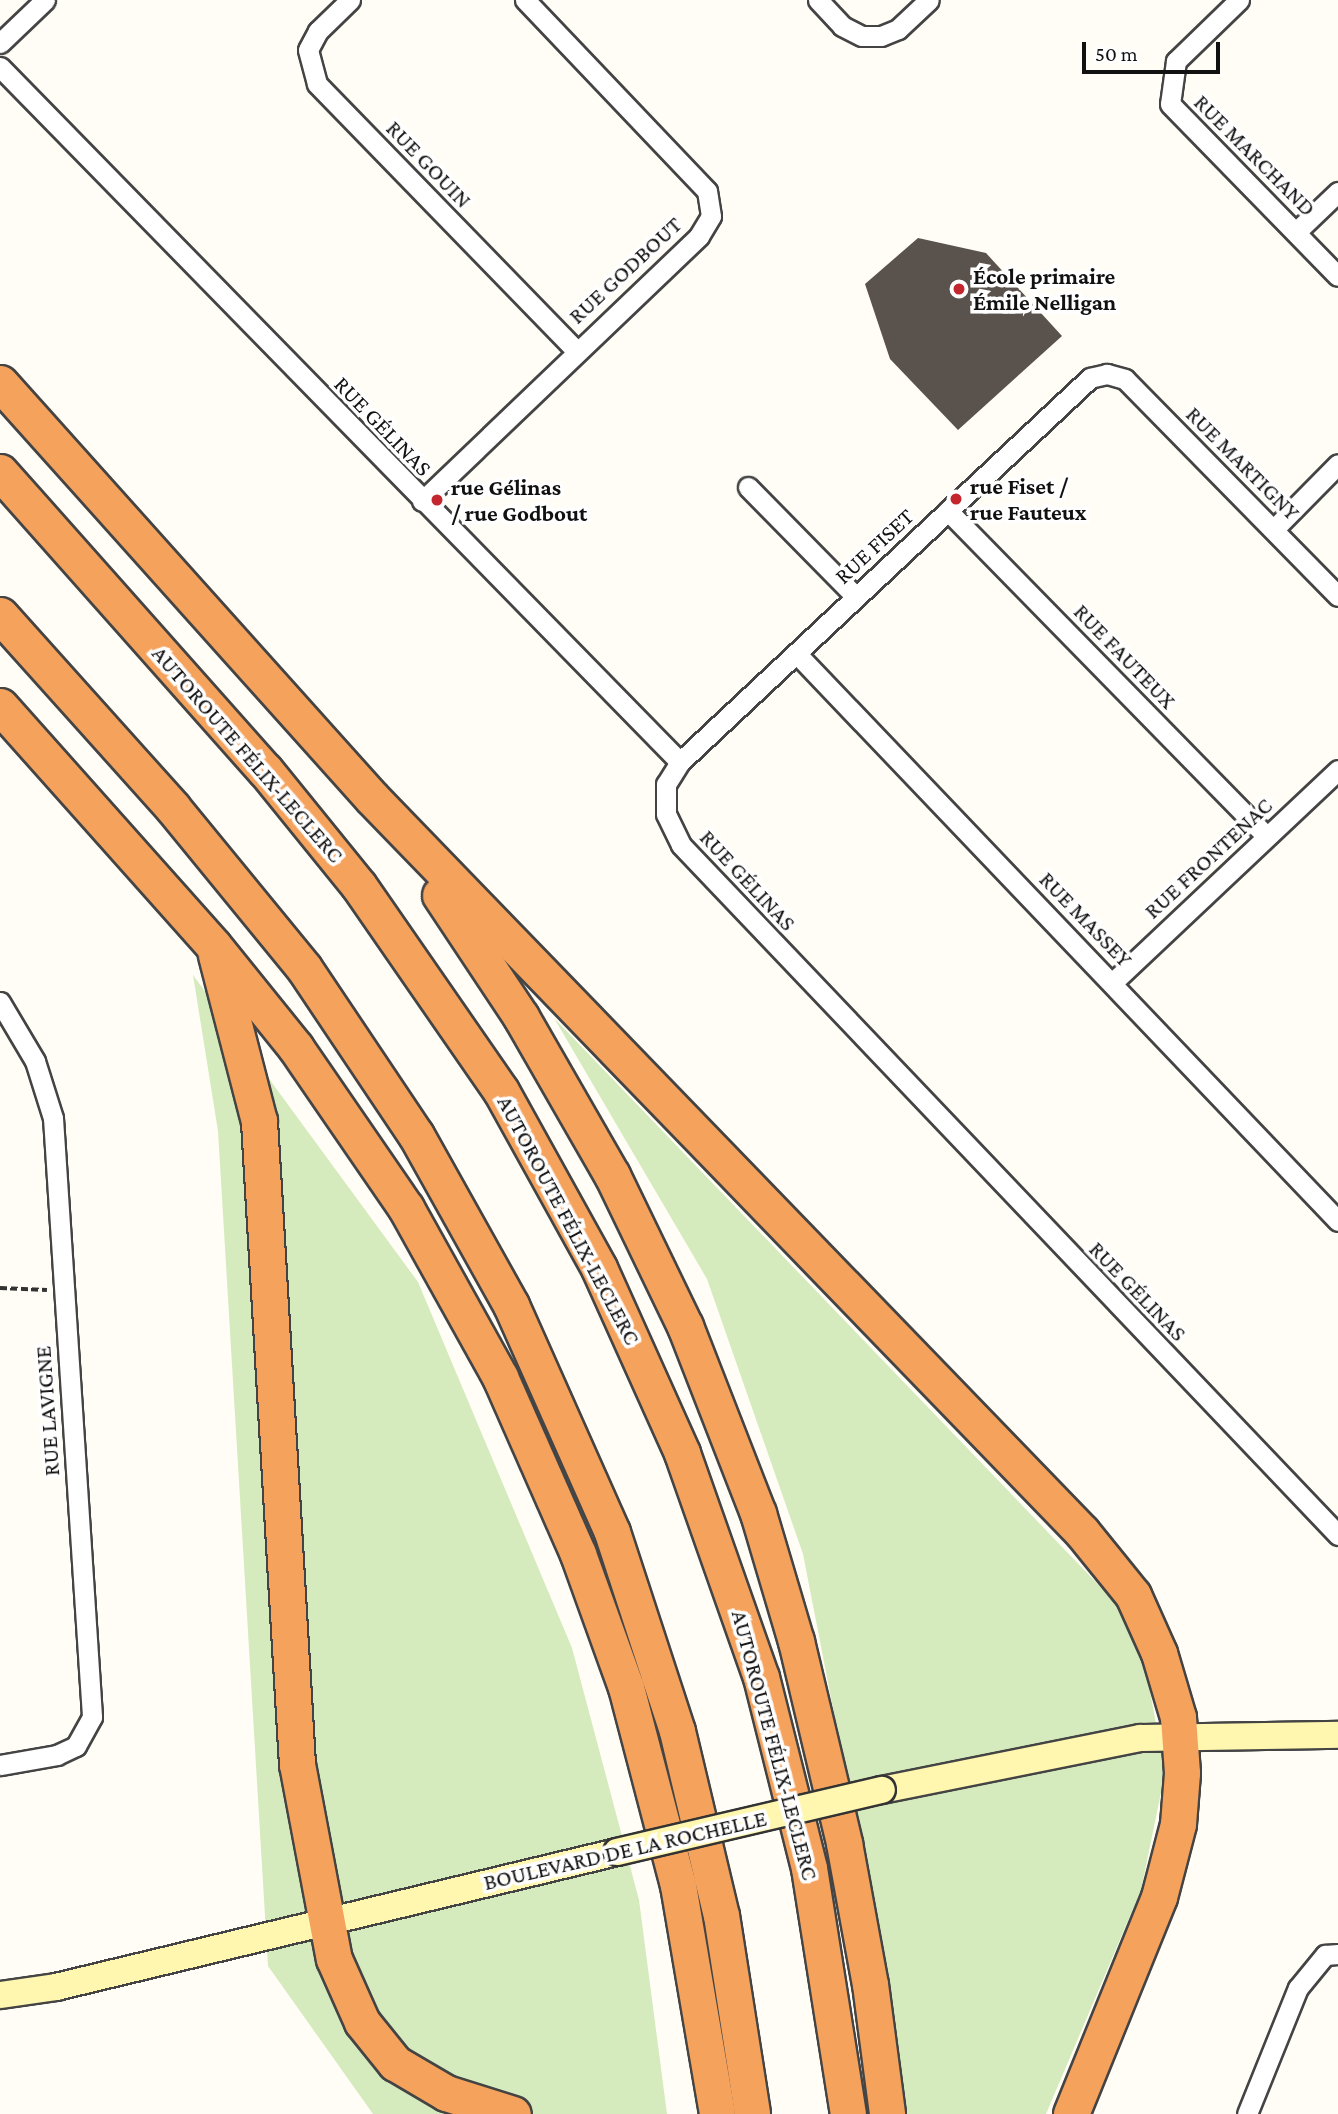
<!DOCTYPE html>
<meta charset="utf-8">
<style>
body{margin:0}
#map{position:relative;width:1338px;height:2114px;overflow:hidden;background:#fffdf5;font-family:"Crimson Pro",serif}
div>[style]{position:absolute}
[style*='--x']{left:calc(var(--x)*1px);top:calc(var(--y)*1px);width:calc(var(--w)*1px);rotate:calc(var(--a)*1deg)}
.green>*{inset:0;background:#d5ebbd}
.building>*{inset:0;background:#5a524d}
.path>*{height:3.5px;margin-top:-1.75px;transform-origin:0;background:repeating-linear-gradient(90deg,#333 0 7px,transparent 0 10.5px)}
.roads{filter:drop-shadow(2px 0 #444) drop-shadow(-2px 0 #444) drop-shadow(0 2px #444) drop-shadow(0 -2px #444)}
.street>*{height:19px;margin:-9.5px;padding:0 9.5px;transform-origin:9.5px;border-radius:9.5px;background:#fff}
.secondary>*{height:26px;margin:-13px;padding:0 13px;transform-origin:13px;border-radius:13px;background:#fff6b0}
.highway>*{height:35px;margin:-17.5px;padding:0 17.5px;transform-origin:17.5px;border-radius:17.5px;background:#f5a25d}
.bridges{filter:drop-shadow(2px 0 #333) drop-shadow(-2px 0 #333) drop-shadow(0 2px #333) drop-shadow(0 -2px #333)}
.secondary-bridge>*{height:26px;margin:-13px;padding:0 13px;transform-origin:13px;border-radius:13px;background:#fff6b0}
.dots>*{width:19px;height:19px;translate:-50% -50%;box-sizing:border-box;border:4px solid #fff;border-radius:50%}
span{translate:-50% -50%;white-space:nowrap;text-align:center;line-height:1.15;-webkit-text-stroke:7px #fff;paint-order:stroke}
.street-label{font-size:23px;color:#111}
.poi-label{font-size:23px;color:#111;font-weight:700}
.left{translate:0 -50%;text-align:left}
.scale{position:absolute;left:1082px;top:42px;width:138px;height:32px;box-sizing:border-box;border:4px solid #111;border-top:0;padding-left:9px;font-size:21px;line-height:24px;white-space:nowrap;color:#111;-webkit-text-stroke:5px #fff;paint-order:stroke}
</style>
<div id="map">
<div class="green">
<i style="clip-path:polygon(193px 975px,418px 1282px,572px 1648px,639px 1900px,667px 2114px,373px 2114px,268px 1966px,218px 1131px)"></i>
<i style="clip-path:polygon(554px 1018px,1138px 1626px,1165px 1773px,1141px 1890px,1046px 2114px,902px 2114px,898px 2042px,803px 1554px,707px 1279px)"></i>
</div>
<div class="building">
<i style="clip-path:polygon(918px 238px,986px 253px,1062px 336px,958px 430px,890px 359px,865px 284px)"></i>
</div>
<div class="path">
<i style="--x:0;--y:1288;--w:47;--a:2.4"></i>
</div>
<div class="roads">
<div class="street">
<i style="--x:350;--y:0;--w:45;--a:135.9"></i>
<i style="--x:318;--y:31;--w:21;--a:118"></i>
<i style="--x:308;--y:50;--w:35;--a:75"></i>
<i style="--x:317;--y:84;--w:371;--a:45.8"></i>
<i style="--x:818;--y:0;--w:35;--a:47"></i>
<i style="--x:842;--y:26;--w:22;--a:27"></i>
<i style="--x:862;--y:36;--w:19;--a:0"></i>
<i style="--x:881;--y:36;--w:18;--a:-22"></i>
<i style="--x:898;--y:29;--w:42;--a:-43.1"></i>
<i style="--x:1239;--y:0;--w:88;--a:135.9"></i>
<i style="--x:1176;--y:61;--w:43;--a:97.9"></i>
<i style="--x:1170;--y:104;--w:240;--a:45.7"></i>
<i style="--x:0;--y:43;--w:62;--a:-43.7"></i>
<i style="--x:0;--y:67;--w:972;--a:45.63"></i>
<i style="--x:1297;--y:231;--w:57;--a:-43.6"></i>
<i style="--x:748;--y:487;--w:154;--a:45.5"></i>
<i style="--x:422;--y:501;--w:383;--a:-43.7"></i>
<i style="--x:699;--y:236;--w:23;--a:-59"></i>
<i style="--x:711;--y:216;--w:25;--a:-99"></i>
<i style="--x:707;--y:191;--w:264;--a:-133.6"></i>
<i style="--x:948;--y:511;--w:455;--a:45.6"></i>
<i style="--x:1274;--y:529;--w:91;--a:-45.4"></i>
<i style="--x:1338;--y:596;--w:304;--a:-134.5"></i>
<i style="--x:1125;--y:379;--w:19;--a:-164"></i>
<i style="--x:1107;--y:374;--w:17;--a:167"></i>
<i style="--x:1090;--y:378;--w:562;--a:136.88"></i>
<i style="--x:680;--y:762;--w:26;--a:122"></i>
<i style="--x:666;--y:784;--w:30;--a:90"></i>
<i style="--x:666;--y:814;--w:34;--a:64"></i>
<i style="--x:681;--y:845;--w:953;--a:46.4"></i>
<i style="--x:796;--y:653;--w:785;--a:46.34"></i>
<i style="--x:1113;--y:982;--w:309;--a:-43.3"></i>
<i style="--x:0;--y:1002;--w:69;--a:59.3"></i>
<i style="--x:35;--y:1061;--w:60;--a:72.5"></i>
<i style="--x:53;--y:1118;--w:600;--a:86.27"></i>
<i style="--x:92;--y:1717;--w:33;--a:119"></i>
<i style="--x:76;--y:1746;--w:21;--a:155"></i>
<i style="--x:57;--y:1755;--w:58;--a:170"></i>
<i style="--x:1247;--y:2114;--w:136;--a:-68"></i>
<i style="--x:1298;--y:1988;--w:43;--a:-50.7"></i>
<i style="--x:1325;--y:1955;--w:13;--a:-4"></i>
</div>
<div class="secondary">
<i style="--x:882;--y:1790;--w:263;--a:-11.4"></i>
<i style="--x:1140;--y:1738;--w:198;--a:-0.9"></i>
<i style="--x:0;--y:1995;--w:57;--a:-8.1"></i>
<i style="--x:56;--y:1987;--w:577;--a:-13.53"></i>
</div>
<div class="highway">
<i style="--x:0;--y:383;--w:557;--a:48.13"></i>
<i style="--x:372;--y:798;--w:1021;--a:45.95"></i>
<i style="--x:1082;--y:1532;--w:81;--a:51"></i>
<i style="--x:1133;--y:1595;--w:64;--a:65.9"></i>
<i style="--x:1159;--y:1653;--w:67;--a:73.5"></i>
<i style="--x:1178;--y:1717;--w:56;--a:85.9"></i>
<i style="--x:1182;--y:1773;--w:51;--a:94.5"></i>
<i style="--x:1178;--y:1824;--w:75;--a:104.6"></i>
<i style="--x:1159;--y:1897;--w:234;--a:112.1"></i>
<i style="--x:0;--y:472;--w:399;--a:48.4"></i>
<i style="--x:265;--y:770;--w:149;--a:51"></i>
<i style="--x:359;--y:886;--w:249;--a:55.3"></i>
<i style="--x:501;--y:1091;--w:202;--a:61"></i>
<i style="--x:599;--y:1268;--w:203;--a:65.8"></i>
<i style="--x:682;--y:1453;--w:238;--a:70.6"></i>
<i style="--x:761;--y:1677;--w:197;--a:75.9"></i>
<i style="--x:809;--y:1868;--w:249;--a:81"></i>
<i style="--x:0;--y:615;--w:259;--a:48.1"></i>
<i style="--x:173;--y:808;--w:207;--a:50.7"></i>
<i style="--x:304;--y:968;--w:201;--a:56.2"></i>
<i style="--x:416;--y:1135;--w:195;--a:60.8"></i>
<i style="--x:511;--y:1305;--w:248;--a:66"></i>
<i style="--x:612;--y:1532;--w:209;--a:71.9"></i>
<i style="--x:677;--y:1731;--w:189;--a:76.6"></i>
<i style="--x:721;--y:1915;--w:201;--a:81.1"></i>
<i style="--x:0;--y:706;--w:320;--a:48.3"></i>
<i style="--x:213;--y:945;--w:132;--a:51.1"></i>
<i style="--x:296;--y:1048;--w:194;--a:55.5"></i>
<i style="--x:406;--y:1208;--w:193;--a:60.9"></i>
<i style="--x:500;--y:1377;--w:193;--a:66.2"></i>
<i style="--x:578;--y:1554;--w:141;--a:70.2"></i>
<i style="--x:626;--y:1687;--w:205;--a:75.3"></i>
<i style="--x:678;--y:1885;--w:232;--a:80.3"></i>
<i style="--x:440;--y:895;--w:146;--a:56.4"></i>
<i style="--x:521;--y:1017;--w:182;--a:60.1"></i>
<i style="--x:612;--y:1175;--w:168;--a:64.2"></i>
<i style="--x:685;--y:1326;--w:201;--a:68.7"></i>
<i style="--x:758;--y:1513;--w:134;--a:73.5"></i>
<i style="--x:796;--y:1641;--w:208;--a:76.6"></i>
<i style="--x:844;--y:1843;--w:143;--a:79.6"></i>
<i style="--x:870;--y:1984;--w:131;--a:82.5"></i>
<i style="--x:216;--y:955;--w:171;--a:75.5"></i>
<i style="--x:259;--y:1121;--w:644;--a:86.62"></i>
<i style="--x:297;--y:1764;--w:198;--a:79.3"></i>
<i style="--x:334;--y:1959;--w:69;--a:66"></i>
<i style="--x:362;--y:2022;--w:53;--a:51.2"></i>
<i style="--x:395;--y:2063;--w:59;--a:30.5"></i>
<i style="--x:446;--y:2093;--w:70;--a:17.4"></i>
</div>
</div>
<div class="bridges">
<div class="secondary-bridge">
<i style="--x:617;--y:1852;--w:272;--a:-13.2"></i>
</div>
</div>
<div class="dots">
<i style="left:959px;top:289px;background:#c4262e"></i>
<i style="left:956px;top:499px;background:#c4262e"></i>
<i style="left:437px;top:500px;background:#c4262e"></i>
</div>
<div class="street-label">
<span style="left:1255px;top:155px;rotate:45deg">RUE MARCHAND</span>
<span style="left:429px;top:164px;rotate:46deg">RUE GOUIN</span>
<span style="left:625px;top:270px;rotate:-43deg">RUE GODBOUT</span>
<span style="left:383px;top:426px;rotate:46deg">RUE GÉLINAS</span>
<span style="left:1243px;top:463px;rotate:45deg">RUE MARTIGNY</span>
<span style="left:874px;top:546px;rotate:-43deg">RUE FISET</span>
<span style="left:1125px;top:656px;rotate:46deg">RUE FAUTEUX</span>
<span style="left:248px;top:754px;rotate:49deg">AUTOROUTE FÉLIX-LECLERC</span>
<span style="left:1208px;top:858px;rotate:-43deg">RUE FRONTENAC</span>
<span style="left:748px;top:880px;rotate:47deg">RUE GÉLINAS</span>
<span style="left:1086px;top:919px;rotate:46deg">RUE MASSEY</span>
<span style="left:569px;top:1220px;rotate:62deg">AUTOROUTE FÉLIX-LECLERC</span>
<span style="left:1138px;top:1291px;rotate:46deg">RUE GÉLINAS</span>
<span style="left:47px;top:1411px;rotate:-94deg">RUE LAVIGNE</span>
<span style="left:775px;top:1745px;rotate:75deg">AUTOROUTE FÉLIX-LECLERC</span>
<span style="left:625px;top:1850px;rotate:-13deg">BOULEVARD DE LA ROCHELLE</span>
</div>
<div class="poi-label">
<span class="left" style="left:973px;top:289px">École primaire<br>Émile Nelligan</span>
<span class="left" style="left:970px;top:499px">rue Fiset /<br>rue Fauteux</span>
<span class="left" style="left:451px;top:500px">rue Gélinas<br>/ rue Godbout</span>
</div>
<div class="scale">50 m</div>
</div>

● ● ●

> _INSTRUCTIONS TO FOLLOW_: Exactly repeat the material from its first line through the line with "0 7px,transparent 0", including both, and leave the pictures and everything else out.

> _ANSWER TO THIS EXERCISE_:
<!DOCTYPE html>
<meta charset="utf-8">
<style>
body{margin:0}
#map{position:relative;width:1338px;height:2114px;overflow:hidden;background:#fffdf5;font-family:"Crimson Pro",serif}
div>[style]{position:absolute}
[style*='--x']{left:calc(var(--x)*1px);top:calc(var(--y)*1px);width:calc(var(--w)*1px);rotate:calc(var(--a)*1deg)}
.green>*{inset:0;background:#d5ebbd}
.building>*{inset:0;background:#5a524d}
.path>*{height:3.5px;margin-top:-1.75px;transform-origin:0;background:repeating-linear-gradient(90deg,#333 0 7px,transparent 0 10.5px)}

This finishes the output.